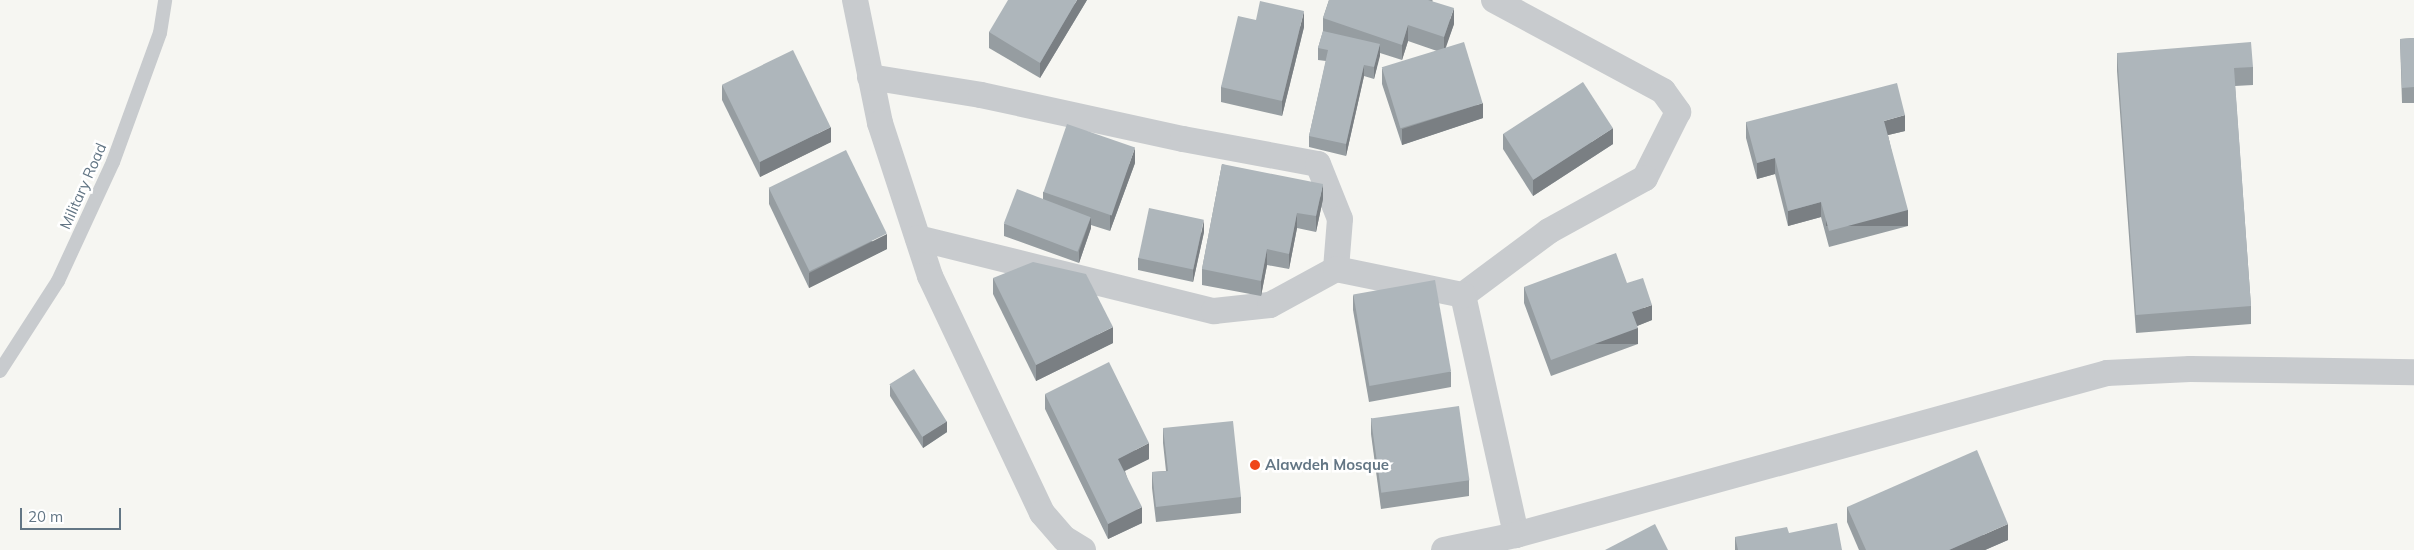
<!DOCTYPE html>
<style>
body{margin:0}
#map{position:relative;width:2414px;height:550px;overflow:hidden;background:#f6f6f2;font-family:Mulish,sans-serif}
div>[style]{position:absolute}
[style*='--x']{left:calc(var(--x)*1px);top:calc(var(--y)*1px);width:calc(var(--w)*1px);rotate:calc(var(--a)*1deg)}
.lane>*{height:14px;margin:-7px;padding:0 7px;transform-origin:7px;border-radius:7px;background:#c8cbce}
.street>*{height:26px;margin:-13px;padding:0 13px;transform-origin:13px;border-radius:13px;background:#c8cbce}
.wall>*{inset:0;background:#969da1}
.shaded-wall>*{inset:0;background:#7a7f83;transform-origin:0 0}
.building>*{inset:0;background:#aeb6bb;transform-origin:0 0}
.dots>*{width:14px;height:14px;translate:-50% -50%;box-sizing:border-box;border:2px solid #fff;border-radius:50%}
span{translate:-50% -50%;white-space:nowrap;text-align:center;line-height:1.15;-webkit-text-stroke:5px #fff;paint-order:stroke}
.street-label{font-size:15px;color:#637685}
.poi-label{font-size:15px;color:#637685;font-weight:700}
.left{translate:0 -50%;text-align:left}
.scale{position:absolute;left:20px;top:508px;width:101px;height:22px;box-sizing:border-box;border:2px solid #637685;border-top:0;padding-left:6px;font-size:15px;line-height:18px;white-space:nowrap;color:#637685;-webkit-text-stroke:4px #fff;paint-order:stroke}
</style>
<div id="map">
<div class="lane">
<i style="--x:0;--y:371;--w:107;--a:-57.2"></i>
<i style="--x:58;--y:281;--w:131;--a:-65.2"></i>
<i style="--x:113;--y:162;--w:137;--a:-70"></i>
<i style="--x:160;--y:33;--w:33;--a:-81"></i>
</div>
<div class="street">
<i style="--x:855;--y:0;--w:126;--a:78.5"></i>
<i style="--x:880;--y:123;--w:161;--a:71.9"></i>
<i style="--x:930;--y:276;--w:262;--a:64.7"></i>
<i style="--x:1042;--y:513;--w:35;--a:49"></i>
<i style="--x:1065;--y:539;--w:21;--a:31"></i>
<i style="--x:1494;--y:0;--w:192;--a:28.3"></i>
<i style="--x:1663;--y:91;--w:26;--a:54"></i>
<i style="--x:1678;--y:112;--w:74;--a:116.6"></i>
<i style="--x:1645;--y:178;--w:110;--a:151.1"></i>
<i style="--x:1549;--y:231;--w:107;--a:143.3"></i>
<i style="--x:1463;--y:295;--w:246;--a:77.5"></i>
<i style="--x:870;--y:77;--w:112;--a:9.2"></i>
<i style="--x:981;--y:95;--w:207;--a:12.3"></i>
<i style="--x:1183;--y:139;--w:137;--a:10.5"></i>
<i style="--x:1318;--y:164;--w:59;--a:68.2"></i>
<i style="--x:1340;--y:219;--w:50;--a:94.6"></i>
<i style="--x:918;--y:238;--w:305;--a:13.9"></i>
<i style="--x:1214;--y:311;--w:56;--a:-6.1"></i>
<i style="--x:1270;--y:305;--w:75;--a:-28.6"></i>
<i style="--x:1336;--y:269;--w:130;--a:11.6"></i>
<i style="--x:1444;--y:550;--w:74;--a:-11.8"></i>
<i style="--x:1516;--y:535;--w:613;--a:-15.33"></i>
<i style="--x:2107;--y:373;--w:83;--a:-2.8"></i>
<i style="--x:2190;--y:369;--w:224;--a:0.8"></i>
</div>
<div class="wall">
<i style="clip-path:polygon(1087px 0,1040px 78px,989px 48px,989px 32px)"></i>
<i style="clip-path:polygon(1329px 0,1433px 0,1432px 1px,1454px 24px,1445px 48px,1483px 118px,1402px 145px,1382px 84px,1382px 69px,1437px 51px,1408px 41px,1402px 60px,1380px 53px,1374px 79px,1364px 76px,1346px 156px,1309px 147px,1309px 136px,1326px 61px,1318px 60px,1318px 48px,1323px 31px,1323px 18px)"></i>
<i style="clip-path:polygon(1256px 20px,1304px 27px,1282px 116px,1221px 102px,1221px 87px)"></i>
<i style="clip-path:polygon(2414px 38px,2414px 103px,2402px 103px,2400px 39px)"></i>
<i style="clip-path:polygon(2117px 53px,2253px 67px,2253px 85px,2235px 86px,2251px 306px,2251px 324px,2136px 333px,2117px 71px)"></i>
<i style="clip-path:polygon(722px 85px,831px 142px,760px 177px,722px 100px)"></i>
<i style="clip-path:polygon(1746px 122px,1905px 131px,1888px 135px,1908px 226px,1829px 247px,1821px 217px,1788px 226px,1775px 174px,1757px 179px,1746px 138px)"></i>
<i style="clip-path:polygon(1503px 134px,1613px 144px,1533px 196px,1503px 149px)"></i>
<i style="clip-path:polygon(1135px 163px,1110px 231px,1091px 225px,1091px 228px,1079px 263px,1004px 236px,1004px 224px,1043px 199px,1043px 192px)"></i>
<i style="clip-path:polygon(1222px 164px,1323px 199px,1316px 232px,1297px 228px,1289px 269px,1267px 265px,1261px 296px,1202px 285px,1202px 269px)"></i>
<i style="clip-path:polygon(769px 188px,887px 249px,809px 288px,769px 204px)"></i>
<i style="clip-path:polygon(1204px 232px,1193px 282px,1138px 270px,1138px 258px)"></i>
<i style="clip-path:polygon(993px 278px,1113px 343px,1036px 381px,993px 294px)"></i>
<i style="clip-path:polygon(1627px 283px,1652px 320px,1637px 326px,1638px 344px,1551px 376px,1524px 303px,1524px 287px)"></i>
<i style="clip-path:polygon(1353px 295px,1451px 372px,1451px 387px,1369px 402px,1353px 310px)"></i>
<i style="clip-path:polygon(890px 385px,947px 432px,923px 448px,890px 396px)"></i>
<i style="clip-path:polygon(1045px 394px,1149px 459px,1125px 471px,1142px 523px,1108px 539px,1045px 409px)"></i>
<i style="clip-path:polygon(1371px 418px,1469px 480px,1469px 496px,1381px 509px,1371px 434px)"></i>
<i style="clip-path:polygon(1163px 428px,1241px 497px,1241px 513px,1156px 522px,1152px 488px,1152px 472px,1166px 471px,1163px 443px)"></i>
<i style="clip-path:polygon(1847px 507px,2008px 540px,1985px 550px,1859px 550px,1847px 522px)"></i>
<i style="clip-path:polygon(1789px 533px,1842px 550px,1735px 550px,1735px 537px)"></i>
</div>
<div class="shaded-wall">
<i style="clip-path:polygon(1077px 0,1087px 0,1040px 78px,1040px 63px)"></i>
<i style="clip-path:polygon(1454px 8px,1454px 24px,1444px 53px,1444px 37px)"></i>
<i style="clip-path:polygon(1304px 11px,1304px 27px,1282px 116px,1282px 101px)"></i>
<i style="clip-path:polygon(1408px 25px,1408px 41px,1402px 60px,1402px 45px)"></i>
<i style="clip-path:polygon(1380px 44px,1380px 56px,1374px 79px,1374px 67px)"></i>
<i style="clip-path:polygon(1364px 65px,1364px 76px,1346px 156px,1346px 144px)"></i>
<i style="clip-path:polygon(1483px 103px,1483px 118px,1402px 145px,1402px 129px)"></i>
<i style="clip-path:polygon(1905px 115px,1905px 131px,1884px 136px,1884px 121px)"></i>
<i style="clip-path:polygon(831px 127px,831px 142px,760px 177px,760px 162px)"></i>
<i style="clip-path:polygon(1613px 128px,1613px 144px,1533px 196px,1533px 180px)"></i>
<i style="clip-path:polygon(1135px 148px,1135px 163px,1110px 231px,1110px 216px)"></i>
<i style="clip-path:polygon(1775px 158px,1775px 174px,1757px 179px,1757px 163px)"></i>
<i style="clip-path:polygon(1323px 184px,1323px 199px,1316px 232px,1316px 216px)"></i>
<i style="clip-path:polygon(1821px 202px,1821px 217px,1788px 226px,1788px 211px)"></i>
<i style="left:1908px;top:210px;width:16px;height:82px;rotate:90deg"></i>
<i style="clip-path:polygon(1297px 213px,1297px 228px,1289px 269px,1289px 254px)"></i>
<i style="clip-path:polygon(1091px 217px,1091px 228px,1079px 263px,1079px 251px)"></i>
<i style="clip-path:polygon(1204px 220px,1204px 232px,1193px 282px,1193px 270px)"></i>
<i style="clip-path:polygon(887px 234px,887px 249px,809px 288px,809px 273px)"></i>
<i style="clip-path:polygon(1267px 249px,1267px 265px,1261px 296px,1261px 281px)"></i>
<i style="clip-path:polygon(1652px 305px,1652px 320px,1632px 328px,1632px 312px)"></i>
<i style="clip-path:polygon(1113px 327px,1113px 343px,1036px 381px,1036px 365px)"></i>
<i style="left:1638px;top:328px;width:16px;height:93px;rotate:90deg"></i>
<i style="clip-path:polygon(947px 421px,947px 432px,923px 448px,923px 436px)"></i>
<i style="clip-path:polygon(1149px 443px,1149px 459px,1118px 474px,1118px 459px)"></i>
<i style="clip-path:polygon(1142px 507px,1142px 523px,1108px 539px,1108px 524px)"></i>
<i style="clip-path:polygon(2008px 524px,2008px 540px,1985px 550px,1949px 550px)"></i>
</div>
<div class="building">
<i style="clip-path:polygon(1008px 0,1077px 0,1040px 63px,989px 32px)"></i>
<i style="clip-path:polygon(1329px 0,1428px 0,1454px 8px,1444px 37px,1408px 25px,1402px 45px,1323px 18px)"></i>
<i style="clip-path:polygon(1260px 1px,1304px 11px,1282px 101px,1221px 87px,1238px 16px,1256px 20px)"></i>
<i style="clip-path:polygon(1323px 31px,1380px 44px,1374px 67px,1364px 65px,1346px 144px,1309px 136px,1328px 50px,1318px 48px)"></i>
<i style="clip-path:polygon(2414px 38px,2414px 87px,2402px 88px,2400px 39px)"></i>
<i style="left:1464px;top:42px;width:64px;height:86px;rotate:73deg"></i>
<i style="clip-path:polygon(2251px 42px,2253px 67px,2234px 68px,2251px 306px,2136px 315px,2117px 53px)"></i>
<i style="left:793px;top:50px;width:86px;height:79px;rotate:64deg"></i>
<i style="left:1583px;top:82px;width:55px;height:95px;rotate:57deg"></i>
<i style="clip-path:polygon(1897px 83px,1905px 115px,1884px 121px,1908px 210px,1829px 231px,1821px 202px,1788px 211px,1775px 158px,1757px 163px,1746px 122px)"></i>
<i style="left:1067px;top:124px;width:72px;height:72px;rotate:19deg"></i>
<i style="left:846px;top:150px;width:93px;height:86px;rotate:64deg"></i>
<i style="clip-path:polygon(1222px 164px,1323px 184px,1316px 216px,1297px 213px,1289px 254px,1267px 249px,1261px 281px,1202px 269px)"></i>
<i style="left:1017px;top:189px;width:79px;height:37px;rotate:21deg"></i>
<i style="left:1149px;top:208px;width:56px;height:51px;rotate:12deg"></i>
<i style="clip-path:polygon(1616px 253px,1627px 283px,1643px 278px,1652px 305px,1632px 312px,1638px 328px,1551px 360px,1524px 287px)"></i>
<i style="clip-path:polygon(1033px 262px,1086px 274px,1113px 327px,1036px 365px,993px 278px)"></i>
<i style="left:1435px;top:280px;width:93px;height:83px;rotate:80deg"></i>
<i style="clip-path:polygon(1109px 362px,1149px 443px,1118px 459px,1142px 507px,1108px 524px,1045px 394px)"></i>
<i style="left:914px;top:369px;width:62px;height:29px;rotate:58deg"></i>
<i style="left:1459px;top:406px;width:75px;height:89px;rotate:82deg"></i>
<i style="clip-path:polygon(1233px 421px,1241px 497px,1156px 507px,1152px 472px,1168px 471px,1163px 428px)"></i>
<i style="clip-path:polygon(1977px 450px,2008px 524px,1949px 550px,1866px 550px,1847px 507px)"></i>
<i style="clip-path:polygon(1837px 523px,1842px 550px,1738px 550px,1735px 537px,1787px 527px,1789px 533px)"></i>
<i style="clip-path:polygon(1655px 524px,1668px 550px,1605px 550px)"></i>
</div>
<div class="dots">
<i style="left:1255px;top:465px;background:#ef4619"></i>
</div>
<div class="street-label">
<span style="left:83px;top:186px;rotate:-66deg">Military Road</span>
</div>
<div class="poi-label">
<span class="left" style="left:1265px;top:465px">Alawdeh Mosque</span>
</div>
<div class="scale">20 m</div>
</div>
━━━━━━━━
Assigned task:
Write only the number of lines in the data where the word "shaded" occurs.

Written response:
2